Carlos Acosta and Tamara Rojo in Romeo and Juliet at the Royal Albert HallThis is a production that relies on acting, rather than dancing, to tell stories: it’s a testament to ENB’s current form that they can field enough dancers with the presence to carry it off, but Deane’s choreography is unlikely to excite anyone familiar with those of Cranko, MacMillanNureyev, or even the rarely-performed Ashton. It doesn’t harm Rojo and Acosta – at this stage in their careers, they could both improvise the whole thing and still be tremendous – but it gives everyone else less to do. The corps de ballet are stage dressing rather than representatives of a particular society (these are the same anonymous onlookers who dance the harvest home with Giselle, or look concernedly at that dark girl Prince Siegfried is so taken with), and everything is sanitised. Even the four quaintly named "Harlots" have lovely velvet brocade dresses and shiny shampoo advert hair.

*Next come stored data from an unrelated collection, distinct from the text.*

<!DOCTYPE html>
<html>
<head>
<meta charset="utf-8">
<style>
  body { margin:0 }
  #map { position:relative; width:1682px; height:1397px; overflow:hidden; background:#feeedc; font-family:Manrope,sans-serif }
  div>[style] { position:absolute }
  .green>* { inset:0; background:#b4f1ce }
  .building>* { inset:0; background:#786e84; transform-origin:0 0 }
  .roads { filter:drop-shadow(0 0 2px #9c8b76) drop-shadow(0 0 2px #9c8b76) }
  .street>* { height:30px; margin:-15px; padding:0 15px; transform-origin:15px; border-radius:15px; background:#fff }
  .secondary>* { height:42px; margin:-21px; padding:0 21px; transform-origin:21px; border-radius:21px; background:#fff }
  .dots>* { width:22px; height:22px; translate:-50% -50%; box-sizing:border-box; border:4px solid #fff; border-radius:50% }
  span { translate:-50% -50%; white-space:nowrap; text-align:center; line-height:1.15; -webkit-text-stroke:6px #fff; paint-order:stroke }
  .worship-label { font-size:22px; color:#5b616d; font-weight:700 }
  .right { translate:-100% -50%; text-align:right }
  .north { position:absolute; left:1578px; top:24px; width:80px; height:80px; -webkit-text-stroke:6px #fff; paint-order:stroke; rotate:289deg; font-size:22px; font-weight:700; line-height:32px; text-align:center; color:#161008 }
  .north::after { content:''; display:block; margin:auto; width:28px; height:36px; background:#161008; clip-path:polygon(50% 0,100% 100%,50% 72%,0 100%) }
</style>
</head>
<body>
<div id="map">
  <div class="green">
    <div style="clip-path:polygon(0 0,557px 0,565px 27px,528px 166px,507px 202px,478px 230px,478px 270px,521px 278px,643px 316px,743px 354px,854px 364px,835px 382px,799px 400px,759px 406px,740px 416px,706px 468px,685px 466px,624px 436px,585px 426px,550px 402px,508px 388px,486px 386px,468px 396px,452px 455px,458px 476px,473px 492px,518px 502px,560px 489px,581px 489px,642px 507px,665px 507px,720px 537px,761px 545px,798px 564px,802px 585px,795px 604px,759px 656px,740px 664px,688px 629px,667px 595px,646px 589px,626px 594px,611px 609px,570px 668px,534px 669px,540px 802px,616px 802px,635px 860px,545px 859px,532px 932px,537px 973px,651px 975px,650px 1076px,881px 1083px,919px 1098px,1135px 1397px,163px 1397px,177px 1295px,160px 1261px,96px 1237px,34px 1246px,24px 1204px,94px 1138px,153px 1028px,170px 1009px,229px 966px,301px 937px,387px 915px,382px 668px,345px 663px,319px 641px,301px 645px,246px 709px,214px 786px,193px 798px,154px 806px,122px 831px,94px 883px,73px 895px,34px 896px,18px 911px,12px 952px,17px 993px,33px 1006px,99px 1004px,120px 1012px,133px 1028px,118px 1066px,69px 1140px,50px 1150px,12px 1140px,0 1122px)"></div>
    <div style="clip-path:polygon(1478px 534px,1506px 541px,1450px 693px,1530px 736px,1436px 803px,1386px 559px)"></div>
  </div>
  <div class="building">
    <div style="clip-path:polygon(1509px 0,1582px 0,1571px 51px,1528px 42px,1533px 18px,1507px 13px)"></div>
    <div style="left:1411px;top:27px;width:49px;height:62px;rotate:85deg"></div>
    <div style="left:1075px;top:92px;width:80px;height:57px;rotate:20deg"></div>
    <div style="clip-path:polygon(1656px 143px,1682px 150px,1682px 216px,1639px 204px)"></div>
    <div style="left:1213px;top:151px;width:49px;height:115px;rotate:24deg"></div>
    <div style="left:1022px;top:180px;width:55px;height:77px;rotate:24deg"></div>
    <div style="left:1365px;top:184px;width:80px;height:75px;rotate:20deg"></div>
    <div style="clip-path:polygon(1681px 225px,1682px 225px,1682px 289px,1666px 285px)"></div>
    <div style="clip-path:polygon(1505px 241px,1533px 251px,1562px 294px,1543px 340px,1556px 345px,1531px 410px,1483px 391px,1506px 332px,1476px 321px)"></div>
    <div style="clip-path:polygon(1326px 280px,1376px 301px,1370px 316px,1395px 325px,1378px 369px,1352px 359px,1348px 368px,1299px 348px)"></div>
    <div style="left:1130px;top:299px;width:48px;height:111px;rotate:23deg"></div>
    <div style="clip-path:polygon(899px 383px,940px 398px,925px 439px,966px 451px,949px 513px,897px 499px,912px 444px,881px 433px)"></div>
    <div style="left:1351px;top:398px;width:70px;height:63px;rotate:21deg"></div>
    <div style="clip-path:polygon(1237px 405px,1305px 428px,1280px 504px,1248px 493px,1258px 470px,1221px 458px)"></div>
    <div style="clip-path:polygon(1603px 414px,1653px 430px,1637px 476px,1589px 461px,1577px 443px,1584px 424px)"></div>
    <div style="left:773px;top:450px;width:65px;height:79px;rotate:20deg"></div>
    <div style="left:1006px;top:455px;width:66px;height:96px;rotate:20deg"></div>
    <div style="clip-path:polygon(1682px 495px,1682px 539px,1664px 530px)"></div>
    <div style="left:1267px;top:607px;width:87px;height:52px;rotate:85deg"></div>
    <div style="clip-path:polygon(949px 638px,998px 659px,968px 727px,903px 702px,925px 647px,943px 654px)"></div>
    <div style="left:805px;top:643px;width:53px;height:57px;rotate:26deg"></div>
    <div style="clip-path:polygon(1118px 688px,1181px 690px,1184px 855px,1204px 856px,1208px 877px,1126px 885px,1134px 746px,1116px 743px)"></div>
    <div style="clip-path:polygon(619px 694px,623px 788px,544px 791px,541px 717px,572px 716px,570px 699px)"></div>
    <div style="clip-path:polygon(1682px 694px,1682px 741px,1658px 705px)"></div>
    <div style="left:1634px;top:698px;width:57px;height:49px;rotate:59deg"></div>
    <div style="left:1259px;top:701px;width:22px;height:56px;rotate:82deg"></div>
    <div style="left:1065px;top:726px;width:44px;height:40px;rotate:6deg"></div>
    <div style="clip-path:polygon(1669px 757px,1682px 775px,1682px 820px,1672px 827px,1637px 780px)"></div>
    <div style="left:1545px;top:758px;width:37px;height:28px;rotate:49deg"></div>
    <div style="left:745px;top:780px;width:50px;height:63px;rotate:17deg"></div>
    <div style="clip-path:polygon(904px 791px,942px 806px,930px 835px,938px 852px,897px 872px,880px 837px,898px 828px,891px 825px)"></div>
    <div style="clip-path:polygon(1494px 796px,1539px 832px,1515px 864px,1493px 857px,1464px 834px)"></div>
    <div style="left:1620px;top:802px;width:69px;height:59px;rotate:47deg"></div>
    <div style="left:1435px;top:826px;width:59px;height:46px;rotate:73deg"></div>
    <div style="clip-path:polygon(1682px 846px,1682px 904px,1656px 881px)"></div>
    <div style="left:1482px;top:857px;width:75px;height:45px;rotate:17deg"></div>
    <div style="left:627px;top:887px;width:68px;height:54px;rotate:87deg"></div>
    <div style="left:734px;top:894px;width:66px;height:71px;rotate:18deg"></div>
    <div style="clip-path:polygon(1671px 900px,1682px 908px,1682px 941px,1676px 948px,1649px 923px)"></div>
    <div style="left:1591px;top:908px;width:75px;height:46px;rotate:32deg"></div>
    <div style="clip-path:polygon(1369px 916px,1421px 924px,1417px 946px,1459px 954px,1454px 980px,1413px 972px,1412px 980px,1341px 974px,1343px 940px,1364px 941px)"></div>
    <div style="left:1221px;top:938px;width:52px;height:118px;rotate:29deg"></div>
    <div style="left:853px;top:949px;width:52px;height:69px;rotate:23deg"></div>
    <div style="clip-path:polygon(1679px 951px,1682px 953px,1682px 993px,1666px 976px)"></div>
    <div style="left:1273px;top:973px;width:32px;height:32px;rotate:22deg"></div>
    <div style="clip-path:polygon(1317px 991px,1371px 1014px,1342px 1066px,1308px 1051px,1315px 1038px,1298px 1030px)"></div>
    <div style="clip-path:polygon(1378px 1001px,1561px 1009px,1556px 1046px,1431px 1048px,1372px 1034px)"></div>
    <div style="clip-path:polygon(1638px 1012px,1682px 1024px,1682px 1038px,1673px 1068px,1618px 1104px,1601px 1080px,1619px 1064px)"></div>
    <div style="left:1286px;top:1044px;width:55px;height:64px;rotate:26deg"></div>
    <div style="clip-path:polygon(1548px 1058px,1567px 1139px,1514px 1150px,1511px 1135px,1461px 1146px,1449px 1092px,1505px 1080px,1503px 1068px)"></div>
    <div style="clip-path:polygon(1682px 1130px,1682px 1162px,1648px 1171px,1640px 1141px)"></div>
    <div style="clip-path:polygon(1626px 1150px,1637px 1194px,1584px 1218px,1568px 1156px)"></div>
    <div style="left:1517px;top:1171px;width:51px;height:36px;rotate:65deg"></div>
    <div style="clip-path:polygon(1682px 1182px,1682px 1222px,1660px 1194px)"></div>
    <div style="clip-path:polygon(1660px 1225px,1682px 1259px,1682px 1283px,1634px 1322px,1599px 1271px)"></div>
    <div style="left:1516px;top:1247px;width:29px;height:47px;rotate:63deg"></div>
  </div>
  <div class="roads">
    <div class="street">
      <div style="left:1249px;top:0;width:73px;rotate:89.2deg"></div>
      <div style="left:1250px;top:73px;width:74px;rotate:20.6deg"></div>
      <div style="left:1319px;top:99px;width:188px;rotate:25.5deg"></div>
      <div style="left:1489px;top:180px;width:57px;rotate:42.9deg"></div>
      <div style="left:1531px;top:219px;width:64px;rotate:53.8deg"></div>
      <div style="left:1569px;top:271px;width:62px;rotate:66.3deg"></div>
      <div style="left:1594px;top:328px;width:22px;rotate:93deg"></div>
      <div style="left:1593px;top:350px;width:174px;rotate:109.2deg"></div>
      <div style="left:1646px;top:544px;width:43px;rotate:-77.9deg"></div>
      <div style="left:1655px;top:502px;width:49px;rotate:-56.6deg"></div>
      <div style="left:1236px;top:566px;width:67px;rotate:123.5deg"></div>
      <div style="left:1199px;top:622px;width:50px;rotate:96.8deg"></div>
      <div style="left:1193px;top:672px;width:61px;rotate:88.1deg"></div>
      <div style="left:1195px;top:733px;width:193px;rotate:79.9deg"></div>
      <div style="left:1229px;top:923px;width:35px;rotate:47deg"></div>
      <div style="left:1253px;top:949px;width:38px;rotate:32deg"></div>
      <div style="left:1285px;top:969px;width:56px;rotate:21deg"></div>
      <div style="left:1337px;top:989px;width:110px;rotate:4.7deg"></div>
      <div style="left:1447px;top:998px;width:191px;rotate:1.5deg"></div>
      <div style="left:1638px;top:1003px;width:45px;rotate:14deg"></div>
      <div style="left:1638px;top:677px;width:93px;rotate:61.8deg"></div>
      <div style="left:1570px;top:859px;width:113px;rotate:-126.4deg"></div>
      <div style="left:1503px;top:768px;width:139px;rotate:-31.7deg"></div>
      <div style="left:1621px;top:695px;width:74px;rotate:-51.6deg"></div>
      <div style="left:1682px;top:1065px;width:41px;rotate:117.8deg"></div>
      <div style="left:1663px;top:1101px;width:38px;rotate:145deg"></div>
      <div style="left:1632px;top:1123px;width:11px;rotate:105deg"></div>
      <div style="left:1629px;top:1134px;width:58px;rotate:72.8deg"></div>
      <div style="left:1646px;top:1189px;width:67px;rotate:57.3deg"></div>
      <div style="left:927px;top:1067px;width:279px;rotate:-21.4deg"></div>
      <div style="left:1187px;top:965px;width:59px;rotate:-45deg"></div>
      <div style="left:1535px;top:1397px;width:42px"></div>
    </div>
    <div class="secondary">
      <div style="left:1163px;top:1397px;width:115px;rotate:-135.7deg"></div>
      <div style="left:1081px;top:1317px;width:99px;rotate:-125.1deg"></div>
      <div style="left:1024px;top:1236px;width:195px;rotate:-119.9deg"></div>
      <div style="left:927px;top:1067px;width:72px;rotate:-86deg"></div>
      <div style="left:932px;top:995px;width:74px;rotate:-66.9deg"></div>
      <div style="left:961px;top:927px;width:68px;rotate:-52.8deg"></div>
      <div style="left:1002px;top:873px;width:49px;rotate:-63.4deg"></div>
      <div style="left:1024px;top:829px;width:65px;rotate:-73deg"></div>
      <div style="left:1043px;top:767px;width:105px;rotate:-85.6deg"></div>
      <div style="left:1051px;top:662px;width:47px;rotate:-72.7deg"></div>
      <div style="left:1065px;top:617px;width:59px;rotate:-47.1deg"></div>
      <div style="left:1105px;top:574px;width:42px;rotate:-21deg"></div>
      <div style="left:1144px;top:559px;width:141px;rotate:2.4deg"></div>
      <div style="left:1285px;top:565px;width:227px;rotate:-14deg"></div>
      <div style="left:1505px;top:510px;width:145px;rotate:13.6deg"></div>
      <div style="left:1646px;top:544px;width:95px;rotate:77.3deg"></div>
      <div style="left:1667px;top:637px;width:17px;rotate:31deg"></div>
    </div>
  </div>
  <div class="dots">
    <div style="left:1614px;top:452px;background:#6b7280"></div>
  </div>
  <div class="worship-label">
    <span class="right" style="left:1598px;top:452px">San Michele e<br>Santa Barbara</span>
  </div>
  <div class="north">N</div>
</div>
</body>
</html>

It’s a thrill to see Rojo back on her best form. In her last two story ballet outings she was in difficult classical parts (Swan Lake, Le Corsaire) with an unfamiliar partner (Matthew Golding). In Deane’s less demanding choreography, with the support of her long-time Romeo, Acosta, she is free to light up the Royal Albert Hall with her formidable charisma, leaving us in no doubt that she is still one of the greatest dramatic ballerinas of all time. As for the rest, it’s a crowd-pleaser, but only the Rojo-Acosta partnership has a deeper emotional resonance, not the story’s own horror. There is precious little of tragedy, or catharsis here.